James Gunn Defends Superhero Movies from “Serious” Filmmakers
I’ve loved James Gunn ever since Slither but I love him even more now. While superhero movies aren’t my favorite genre (in fact Guardians of the Galaxy is the only one in recent years that I have truly loved), I can’t stand genre elitism. Horror, comedy, superhero films… they’re all hard to pull off. They’re just as difficult to get right as any prestige picture, they just don’t happen to belong in the “prestige genre,” which is very much a thing at this point. The conversation around movies like Birdman seems to be centered around the notion that these things are drivel, when the argument could be made that Rocket the Raccoon is actually a more nuanced character than anyone in Alejandro González Iñárritu‘s film.

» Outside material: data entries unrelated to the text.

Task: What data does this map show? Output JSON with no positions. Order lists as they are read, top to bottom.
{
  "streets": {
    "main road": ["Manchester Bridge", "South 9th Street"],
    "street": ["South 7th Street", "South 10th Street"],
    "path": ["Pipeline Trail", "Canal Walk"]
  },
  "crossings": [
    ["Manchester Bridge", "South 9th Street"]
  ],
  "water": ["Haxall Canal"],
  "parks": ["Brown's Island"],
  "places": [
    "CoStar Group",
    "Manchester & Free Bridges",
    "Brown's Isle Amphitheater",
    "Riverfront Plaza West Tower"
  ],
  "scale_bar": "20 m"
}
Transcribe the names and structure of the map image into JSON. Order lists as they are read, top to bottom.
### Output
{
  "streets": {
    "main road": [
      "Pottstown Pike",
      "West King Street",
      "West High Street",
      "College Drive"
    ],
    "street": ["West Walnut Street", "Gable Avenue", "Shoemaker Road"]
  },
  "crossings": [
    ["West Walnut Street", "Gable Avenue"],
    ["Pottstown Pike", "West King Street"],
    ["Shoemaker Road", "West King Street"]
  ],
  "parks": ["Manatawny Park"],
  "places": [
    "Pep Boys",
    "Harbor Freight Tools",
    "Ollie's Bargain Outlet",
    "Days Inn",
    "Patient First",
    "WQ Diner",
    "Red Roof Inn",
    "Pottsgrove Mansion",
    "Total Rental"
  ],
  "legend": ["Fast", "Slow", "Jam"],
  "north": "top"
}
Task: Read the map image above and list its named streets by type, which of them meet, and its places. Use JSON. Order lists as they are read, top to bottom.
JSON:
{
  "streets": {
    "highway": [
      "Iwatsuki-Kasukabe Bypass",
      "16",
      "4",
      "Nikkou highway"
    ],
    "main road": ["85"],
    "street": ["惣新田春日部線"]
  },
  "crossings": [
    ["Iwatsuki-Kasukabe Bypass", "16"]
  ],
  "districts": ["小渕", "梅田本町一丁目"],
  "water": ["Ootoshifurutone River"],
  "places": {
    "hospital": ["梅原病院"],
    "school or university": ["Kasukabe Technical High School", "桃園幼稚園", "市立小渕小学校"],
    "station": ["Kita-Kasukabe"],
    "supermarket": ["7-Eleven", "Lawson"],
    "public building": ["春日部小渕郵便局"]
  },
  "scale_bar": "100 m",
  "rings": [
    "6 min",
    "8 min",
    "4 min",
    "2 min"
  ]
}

“Whatever the case, the truth is, popular fare in any medium has always been snubbed by the self-appointed elite. I’ve already won more awards than I ever expected for Guardians. What bothers me slightly is that many people assume because you make big films that you put less love, care, and thought into them then people do who make independent films or who make what are considered more serious Hollywood films.
I’ve made B-movies, independent films, children’s movies, horror films, and gigantic spectacles. I find there are plenty of people everywhere making movies for a buck or to feed their own vanity. And then there are people who do what they do because they love story-telling, they love cinema, and they want to add back to the world some of the same magic they’ve taken from the works of others. In all honesty, I do no find a strikingly different percentage of those with integrity and those without working within any of these fields of film.
If you think people who make superhero movies are dumb, come out and say we’re dumb. But if you, as an independent filmmaker or a “serious” filmmaker, think you put more love into your characters than the Russo Brothers do Captain America, or Joss Whedon does the Hulk, or I do a talking raccoon, you are simply mistaken.”
Amen. And I’ll add something else, it’s often times the financial success of these films that allows studios to take on riskier, smaller films. However infrequent that phenomenon may be these days.